But no: my resolve was severely shaken this week when the reading I was scheduled to give was cancelled when precisely one person turned up. That solitary audience member was my friend Leo, who, being a poet, could commiserate. He escorted me to a suitably dismal backstreet pub, which, with its frosted mirrors and red-lacquer ceilings and wooden booths, could have come straight out of a Patrick Hamilton novel, and ordered us G&Ts. For once, the gift of the gab failed me: it was a dreary Tuesday afternoon in a nondescript part of London and nobody cared about my book.
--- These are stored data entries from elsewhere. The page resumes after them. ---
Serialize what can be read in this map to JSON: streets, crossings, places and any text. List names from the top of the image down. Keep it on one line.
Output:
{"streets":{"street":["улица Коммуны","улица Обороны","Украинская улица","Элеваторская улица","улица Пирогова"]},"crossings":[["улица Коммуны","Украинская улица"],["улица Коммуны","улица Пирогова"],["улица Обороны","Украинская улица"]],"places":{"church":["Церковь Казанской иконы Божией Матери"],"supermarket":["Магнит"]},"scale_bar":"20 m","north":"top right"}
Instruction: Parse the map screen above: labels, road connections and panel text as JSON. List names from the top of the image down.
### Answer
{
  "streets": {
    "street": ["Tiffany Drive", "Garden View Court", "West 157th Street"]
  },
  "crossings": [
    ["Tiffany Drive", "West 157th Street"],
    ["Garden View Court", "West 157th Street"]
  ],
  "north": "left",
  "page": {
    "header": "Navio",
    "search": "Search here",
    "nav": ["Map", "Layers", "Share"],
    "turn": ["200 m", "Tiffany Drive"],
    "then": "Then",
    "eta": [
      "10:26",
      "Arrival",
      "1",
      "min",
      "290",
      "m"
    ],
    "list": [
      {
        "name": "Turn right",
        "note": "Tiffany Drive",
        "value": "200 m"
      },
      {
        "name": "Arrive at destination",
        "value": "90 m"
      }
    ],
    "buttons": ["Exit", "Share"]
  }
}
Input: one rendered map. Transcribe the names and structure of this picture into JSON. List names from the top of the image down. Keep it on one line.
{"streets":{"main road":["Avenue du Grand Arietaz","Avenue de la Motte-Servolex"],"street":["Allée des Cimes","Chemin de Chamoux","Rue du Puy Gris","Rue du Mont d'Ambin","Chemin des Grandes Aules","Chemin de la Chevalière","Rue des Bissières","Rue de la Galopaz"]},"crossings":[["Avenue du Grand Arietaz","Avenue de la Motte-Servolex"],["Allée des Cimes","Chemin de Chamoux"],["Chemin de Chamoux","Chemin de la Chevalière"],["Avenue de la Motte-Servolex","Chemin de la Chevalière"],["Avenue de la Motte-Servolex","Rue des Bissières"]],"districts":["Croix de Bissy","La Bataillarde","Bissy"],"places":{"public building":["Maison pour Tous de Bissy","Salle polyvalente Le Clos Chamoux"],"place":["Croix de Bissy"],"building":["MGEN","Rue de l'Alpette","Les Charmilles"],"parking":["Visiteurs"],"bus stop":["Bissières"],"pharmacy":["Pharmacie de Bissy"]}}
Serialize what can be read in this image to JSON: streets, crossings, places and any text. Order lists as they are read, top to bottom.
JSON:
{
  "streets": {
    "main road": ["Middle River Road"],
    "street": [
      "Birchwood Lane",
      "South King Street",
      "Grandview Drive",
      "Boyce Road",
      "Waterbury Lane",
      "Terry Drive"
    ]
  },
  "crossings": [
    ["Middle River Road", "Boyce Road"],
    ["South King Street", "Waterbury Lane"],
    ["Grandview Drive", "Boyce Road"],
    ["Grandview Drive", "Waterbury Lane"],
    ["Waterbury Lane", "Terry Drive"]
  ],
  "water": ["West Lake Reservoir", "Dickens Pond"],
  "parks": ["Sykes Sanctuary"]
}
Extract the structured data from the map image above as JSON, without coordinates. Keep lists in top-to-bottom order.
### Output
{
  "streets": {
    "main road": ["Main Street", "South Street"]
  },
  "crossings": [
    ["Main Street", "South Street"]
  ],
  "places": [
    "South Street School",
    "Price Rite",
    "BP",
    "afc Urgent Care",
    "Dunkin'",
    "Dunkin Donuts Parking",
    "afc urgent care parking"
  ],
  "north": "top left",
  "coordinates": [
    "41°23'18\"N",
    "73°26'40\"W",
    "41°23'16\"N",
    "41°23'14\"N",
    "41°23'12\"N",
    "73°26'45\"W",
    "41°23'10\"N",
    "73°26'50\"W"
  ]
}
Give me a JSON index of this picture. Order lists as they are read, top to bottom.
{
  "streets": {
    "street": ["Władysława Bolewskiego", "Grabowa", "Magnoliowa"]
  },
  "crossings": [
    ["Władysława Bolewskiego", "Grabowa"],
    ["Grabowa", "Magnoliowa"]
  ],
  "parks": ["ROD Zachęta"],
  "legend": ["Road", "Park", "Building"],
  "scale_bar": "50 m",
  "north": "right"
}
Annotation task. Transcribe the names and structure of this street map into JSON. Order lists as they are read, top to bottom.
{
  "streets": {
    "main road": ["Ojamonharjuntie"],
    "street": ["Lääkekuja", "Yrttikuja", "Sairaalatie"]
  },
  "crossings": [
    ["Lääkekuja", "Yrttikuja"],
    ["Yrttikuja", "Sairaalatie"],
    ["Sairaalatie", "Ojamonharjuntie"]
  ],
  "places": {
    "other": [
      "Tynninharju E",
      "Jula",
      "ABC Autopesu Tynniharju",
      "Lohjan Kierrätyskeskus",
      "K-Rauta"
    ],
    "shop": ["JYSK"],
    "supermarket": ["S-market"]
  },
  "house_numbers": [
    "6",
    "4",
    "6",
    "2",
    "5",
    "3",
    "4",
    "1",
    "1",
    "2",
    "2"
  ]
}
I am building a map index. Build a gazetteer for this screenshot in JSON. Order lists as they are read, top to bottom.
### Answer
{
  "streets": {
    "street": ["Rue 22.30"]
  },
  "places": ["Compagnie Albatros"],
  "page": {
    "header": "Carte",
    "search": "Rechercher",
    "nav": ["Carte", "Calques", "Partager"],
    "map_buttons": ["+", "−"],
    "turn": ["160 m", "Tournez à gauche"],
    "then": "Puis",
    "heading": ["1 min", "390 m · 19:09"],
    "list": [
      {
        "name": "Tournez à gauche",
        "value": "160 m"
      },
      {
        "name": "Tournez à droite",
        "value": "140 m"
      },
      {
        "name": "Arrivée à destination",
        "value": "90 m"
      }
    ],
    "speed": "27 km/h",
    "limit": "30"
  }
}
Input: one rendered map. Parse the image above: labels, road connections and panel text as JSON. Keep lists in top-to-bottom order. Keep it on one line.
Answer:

Disconsolate, I mused on the greats - like Joyce, and Beckett - and wondered about the setbacks they'd had, and whether they'd ever doubted themselves.

In a happy case of literary serendipidity, John Huston's adaptation of Joyce's short story "The Dead" was showing at the NFT. I remembered reading Dubliners as a teenager; the strange, dislocating sense of sadness that swirled and descended, intangible as mist, when I finished the book, although I was too young, really, to understand what it was or why it should be so. Huston's adaptation, intricate and unflinching, was one of the best films I've seen in a long time.

Afterwards, I felt a slow, creeping sense of despair. I thought of being little, pleading with Mum to tell me what flavour of ice cream she'd choose if she were me: I didn't care what I had so long as it was what someone else would have chosen. An early intimation, I suppose, that you can never really know, or know what it's like to be, someone else; not a mother, sister, even a lover.

We have precise languages for describing the calibration of a car engine, or how televisions work, but we cannot explain exactly, or definitively, what it feels like to have a broken heart; or how hearts break, and why. And that's when I remembered, and the moment of remembering was lucid as a Joycean epiphany: that that's what books are for, because they let us apprehend - however fleetingly, however vaguely and distantly - what it means to be a person, connected to other people.

Storytelling is a way of knowing that we're not as alone as we think, or fear. And the relief I felt reminding myself of this was no small consolation even for such a melancholy day.